Required action
The first line of the data below and every line after it, through the one with "M1757,369L1890,387L1881,427L1931,442L1885,478L1747,456Z", must be transcribed without change.

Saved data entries
※ ※ ※
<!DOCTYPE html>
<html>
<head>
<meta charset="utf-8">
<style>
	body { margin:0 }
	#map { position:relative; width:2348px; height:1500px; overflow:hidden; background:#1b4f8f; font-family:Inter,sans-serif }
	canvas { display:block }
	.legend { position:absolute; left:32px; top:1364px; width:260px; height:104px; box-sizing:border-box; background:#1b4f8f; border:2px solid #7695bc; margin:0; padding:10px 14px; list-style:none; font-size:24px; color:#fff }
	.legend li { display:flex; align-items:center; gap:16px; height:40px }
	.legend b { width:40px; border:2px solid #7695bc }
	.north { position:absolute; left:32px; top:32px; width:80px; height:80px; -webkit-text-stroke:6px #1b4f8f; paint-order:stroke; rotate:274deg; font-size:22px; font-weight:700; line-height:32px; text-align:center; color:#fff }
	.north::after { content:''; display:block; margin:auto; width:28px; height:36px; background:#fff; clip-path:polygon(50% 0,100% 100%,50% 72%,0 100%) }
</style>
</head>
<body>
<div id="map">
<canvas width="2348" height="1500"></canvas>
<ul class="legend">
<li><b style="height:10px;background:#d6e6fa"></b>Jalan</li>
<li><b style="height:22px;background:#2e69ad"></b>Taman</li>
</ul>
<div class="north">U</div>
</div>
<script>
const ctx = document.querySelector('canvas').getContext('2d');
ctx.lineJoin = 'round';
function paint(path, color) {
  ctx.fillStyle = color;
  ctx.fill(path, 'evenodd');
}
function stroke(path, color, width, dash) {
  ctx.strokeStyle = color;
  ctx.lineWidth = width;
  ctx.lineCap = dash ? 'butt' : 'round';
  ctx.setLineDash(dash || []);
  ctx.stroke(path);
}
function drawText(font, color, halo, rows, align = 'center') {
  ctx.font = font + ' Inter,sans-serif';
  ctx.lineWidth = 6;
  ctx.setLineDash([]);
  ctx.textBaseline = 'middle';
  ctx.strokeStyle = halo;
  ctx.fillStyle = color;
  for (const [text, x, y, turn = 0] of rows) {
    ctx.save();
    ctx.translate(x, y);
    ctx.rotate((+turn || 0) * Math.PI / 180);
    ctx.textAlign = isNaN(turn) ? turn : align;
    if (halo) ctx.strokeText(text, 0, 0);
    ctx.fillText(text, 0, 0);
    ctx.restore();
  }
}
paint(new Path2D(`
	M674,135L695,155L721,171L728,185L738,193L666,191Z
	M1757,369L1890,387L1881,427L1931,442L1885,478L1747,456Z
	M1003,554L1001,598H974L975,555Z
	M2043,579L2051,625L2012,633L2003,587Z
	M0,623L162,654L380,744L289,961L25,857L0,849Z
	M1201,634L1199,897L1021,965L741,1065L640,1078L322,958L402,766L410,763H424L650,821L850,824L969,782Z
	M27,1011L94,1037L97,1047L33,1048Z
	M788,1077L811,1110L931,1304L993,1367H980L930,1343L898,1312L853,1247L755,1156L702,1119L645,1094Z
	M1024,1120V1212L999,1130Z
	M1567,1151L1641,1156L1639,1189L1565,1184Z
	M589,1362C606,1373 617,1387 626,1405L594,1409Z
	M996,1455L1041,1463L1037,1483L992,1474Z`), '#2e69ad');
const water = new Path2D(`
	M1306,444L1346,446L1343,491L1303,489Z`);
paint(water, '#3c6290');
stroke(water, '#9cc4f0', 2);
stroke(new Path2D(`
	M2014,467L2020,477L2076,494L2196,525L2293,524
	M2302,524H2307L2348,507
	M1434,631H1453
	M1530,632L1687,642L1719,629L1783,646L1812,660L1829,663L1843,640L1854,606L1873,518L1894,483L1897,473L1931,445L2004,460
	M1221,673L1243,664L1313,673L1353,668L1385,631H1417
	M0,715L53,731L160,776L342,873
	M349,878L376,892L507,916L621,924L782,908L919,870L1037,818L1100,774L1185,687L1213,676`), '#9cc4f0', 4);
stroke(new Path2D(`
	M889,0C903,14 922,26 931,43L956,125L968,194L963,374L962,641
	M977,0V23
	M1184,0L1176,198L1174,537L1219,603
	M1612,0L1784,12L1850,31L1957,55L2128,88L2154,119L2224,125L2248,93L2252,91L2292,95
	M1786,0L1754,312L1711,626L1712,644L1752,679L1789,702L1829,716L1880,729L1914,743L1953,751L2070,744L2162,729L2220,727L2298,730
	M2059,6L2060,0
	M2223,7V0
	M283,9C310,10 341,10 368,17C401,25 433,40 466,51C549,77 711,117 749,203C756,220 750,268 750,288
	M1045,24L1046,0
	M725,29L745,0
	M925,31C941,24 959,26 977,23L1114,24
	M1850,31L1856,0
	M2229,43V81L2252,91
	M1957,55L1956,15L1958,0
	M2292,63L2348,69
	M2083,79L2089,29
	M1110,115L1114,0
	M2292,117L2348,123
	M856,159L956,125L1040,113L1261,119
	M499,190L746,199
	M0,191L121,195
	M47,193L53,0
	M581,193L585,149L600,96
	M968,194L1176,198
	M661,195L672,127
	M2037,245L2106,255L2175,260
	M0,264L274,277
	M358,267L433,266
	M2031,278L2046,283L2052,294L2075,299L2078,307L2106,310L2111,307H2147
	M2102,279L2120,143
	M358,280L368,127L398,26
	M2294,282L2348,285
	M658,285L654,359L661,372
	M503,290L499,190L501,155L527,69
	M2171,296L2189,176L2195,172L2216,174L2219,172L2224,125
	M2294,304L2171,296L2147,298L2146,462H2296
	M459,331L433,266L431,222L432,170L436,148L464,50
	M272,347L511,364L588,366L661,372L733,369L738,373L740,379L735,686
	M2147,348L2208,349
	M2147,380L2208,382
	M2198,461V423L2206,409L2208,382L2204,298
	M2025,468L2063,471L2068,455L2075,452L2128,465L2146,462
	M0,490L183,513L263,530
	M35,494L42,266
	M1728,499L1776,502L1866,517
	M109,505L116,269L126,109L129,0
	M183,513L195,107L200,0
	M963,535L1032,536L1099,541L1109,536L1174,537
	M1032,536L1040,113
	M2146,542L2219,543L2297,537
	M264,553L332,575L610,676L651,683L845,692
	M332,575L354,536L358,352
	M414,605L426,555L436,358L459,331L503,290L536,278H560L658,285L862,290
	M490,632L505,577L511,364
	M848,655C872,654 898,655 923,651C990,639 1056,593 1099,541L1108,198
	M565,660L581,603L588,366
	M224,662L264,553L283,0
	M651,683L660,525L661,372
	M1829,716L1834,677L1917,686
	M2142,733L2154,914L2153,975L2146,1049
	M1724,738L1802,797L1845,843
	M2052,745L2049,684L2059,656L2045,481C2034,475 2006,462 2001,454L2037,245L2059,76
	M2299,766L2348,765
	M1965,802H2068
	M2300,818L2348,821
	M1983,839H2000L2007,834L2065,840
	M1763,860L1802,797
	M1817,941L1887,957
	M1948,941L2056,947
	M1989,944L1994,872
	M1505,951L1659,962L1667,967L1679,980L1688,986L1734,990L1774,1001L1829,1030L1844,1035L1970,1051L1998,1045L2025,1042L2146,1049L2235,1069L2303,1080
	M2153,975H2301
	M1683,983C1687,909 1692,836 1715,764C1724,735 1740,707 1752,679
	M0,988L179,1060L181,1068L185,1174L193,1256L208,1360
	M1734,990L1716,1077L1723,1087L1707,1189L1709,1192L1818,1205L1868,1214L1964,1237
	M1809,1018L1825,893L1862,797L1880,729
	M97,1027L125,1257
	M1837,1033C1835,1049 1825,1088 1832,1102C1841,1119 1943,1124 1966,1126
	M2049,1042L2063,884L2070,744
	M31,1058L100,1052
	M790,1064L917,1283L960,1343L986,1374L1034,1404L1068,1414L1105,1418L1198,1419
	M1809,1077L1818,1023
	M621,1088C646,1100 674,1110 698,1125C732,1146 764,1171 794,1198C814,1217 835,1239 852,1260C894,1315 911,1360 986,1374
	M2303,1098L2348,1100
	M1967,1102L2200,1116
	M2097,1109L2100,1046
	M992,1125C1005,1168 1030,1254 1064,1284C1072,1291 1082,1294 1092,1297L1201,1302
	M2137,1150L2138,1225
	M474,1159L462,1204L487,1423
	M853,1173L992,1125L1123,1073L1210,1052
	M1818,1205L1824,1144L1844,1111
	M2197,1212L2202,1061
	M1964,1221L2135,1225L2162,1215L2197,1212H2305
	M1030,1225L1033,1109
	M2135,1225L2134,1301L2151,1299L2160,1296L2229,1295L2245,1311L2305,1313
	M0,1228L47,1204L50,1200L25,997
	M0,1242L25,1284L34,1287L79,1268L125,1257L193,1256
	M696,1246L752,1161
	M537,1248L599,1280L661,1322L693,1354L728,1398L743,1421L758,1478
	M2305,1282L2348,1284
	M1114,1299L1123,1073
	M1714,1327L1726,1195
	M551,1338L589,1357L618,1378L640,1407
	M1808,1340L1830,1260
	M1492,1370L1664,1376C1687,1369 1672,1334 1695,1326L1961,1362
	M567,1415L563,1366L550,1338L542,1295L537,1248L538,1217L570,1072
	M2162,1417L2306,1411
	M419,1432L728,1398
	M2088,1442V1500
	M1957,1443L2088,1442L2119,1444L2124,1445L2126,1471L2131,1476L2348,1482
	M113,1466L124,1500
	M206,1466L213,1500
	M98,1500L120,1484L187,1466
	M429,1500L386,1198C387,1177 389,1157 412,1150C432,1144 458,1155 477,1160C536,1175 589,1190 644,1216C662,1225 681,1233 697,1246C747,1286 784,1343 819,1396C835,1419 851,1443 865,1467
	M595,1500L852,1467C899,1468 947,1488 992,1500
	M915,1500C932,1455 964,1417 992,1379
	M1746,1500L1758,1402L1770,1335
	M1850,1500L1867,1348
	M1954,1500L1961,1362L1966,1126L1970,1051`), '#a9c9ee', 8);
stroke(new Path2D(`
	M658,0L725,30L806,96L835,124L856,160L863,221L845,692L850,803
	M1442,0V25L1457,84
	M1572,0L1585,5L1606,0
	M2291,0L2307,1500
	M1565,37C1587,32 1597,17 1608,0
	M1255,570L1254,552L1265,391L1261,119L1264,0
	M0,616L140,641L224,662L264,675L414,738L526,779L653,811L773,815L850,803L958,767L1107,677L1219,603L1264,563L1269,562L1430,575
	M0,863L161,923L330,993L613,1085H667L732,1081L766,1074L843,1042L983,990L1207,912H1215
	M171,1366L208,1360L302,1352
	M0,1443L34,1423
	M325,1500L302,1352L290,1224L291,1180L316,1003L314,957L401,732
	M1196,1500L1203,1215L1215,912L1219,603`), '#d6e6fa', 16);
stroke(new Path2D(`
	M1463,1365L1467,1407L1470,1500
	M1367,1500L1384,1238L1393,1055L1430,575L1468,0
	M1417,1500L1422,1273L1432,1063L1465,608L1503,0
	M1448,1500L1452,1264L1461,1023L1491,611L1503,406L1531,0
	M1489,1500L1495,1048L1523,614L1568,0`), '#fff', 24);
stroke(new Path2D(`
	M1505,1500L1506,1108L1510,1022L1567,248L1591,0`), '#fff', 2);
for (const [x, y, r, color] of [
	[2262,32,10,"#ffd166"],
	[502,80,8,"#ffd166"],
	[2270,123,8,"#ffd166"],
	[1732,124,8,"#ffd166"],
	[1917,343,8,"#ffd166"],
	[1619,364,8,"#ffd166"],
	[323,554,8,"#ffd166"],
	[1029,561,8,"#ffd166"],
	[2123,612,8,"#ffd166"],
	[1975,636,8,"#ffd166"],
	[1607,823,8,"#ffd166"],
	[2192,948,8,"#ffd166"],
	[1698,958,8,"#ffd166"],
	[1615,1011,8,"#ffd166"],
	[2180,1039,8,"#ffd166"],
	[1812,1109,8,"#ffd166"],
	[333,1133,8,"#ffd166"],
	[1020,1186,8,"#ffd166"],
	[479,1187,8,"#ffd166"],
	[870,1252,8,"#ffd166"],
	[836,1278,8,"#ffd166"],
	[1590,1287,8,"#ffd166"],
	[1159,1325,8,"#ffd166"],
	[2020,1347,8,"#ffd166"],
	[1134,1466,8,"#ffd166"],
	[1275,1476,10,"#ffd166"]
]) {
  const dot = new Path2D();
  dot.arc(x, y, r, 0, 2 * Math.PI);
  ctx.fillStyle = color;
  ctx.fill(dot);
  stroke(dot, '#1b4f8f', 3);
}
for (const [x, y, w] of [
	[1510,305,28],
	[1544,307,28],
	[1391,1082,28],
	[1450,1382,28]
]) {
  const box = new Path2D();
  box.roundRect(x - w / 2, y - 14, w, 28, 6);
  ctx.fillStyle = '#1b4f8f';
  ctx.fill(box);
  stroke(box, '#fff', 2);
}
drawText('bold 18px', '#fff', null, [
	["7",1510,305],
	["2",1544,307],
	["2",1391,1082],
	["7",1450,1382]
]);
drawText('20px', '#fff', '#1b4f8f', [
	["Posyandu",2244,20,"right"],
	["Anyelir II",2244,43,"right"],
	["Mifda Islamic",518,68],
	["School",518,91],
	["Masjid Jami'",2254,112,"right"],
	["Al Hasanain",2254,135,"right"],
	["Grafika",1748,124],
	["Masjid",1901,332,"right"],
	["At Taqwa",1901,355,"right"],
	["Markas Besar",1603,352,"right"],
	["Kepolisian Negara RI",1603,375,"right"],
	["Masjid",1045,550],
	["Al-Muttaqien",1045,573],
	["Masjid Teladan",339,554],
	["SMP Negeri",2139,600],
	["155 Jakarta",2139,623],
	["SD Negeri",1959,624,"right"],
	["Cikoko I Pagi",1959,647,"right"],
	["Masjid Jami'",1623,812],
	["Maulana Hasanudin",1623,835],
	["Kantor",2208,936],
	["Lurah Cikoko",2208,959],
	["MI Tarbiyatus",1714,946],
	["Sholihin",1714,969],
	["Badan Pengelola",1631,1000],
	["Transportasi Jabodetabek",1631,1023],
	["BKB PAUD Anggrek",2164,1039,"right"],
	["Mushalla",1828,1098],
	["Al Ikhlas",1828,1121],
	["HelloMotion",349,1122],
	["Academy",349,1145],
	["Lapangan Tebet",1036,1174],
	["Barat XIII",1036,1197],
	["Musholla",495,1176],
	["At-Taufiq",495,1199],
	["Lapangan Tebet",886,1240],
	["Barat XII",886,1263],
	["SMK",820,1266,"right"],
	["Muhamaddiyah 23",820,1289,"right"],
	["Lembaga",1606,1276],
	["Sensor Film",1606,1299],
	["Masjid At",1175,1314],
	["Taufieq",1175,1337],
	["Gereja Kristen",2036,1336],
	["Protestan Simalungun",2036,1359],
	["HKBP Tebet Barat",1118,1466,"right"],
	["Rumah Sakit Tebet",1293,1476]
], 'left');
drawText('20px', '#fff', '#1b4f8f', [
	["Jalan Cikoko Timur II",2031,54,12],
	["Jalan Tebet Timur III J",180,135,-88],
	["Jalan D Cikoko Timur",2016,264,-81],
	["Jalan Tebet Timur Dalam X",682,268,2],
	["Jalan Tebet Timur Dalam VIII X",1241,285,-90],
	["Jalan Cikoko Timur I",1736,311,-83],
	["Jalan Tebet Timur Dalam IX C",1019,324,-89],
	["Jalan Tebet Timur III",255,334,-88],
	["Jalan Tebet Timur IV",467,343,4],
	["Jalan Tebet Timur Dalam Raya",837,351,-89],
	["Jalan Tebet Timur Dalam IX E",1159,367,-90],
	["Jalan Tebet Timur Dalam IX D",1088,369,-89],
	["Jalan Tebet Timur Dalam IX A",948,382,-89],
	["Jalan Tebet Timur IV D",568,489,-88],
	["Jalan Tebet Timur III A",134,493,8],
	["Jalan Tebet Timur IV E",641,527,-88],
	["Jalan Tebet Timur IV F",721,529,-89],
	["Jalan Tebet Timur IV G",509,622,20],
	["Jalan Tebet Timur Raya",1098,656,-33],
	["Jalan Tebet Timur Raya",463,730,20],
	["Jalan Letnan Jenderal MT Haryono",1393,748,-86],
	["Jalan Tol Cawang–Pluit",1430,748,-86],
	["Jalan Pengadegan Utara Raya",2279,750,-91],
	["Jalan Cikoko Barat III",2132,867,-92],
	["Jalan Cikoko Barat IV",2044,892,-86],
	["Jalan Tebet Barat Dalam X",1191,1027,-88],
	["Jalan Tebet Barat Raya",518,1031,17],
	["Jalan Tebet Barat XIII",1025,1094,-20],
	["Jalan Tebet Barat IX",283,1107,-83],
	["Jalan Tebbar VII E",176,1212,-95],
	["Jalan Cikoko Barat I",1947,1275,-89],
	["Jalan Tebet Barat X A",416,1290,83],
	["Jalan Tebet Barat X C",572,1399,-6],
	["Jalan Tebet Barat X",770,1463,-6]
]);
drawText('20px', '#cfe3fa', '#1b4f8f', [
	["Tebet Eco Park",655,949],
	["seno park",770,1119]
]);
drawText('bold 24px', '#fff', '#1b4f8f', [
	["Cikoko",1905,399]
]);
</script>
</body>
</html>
※ ※ ※
Expected answer
<!DOCTYPE html>
<html>
<head>
<meta charset="utf-8">
<style>
	body { margin:0 }
	#map { position:relative; width:2348px; height:1500px; overflow:hidden; background:#1b4f8f; font-family:Inter,sans-serif }
	canvas { display:block }
	.legend { position:absolute; left:32px; top:1364px; width:260px; height:104px; box-sizing:border-box; background:#1b4f8f; border:2px solid #7695bc; margin:0; padding:10px 14px; list-style:none; font-size:24px; color:#fff }
	.legend li { display:flex; align-items:center; gap:16px; height:40px }
	.legend b { width:40px; border:2px solid #7695bc }
	.north { position:absolute; left:32px; top:32px; width:80px; height:80px; -webkit-text-stroke:6px #1b4f8f; paint-order:stroke; rotate:274deg; font-size:22px; font-weight:700; line-height:32px; text-align:center; color:#fff }
	.north::after { content:''; display:block; margin:auto; width:28px; height:36px; background:#fff; clip-path:polygon(50% 0,100% 100%,50% 72%,0 100%) }
</style>
</head>
<body>
<div id="map">
<canvas width="2348" height="1500"></canvas>
<ul class="legend">
<li><b style="height:10px;background:#d6e6fa"></b>Jalan</li>
<li><b style="height:22px;background:#2e69ad"></b>Taman</li>
</ul>
<div class="north">U</div>
</div>
<script>
const ctx = document.querySelector('canvas').getContext('2d');
ctx.lineJoin = 'round';
function paint(path, color) {
  ctx.fillStyle = color;
  ctx.fill(path, 'evenodd');
}
function stroke(path, color, width, dash) {
  ctx.strokeStyle = color;
  ctx.lineWidth = width;
  ctx.lineCap = dash ? 'butt' : 'round';
  ctx.setLineDash(dash || []);
  ctx.stroke(path);
}
function drawText(font, color, halo, rows, align = 'center') {
  ctx.font = font + ' Inter,sans-serif';
  ctx.lineWidth = 6;
  ctx.setLineDash([]);
  ctx.textBaseline = 'middle';
  ctx.strokeStyle = halo;
  ctx.fillStyle = color;
  for (const [text, x, y, turn = 0] of rows) {
    ctx.save();
    ctx.translate(x, y);
    ctx.rotate((+turn || 0) * Math.PI / 180);
    ctx.textAlign = isNaN(turn) ? turn : align;
    if (halo) ctx.strokeText(text, 0, 0);
    ctx.fillText(text, 0, 0);
    ctx.restore();
  }
}
paint(new Path2D(`
	M674,135L695,155L721,171L728,185L738,193L666,191Z
	M1757,369L1890,387L1881,427L1931,442L1885,478L1747,456Z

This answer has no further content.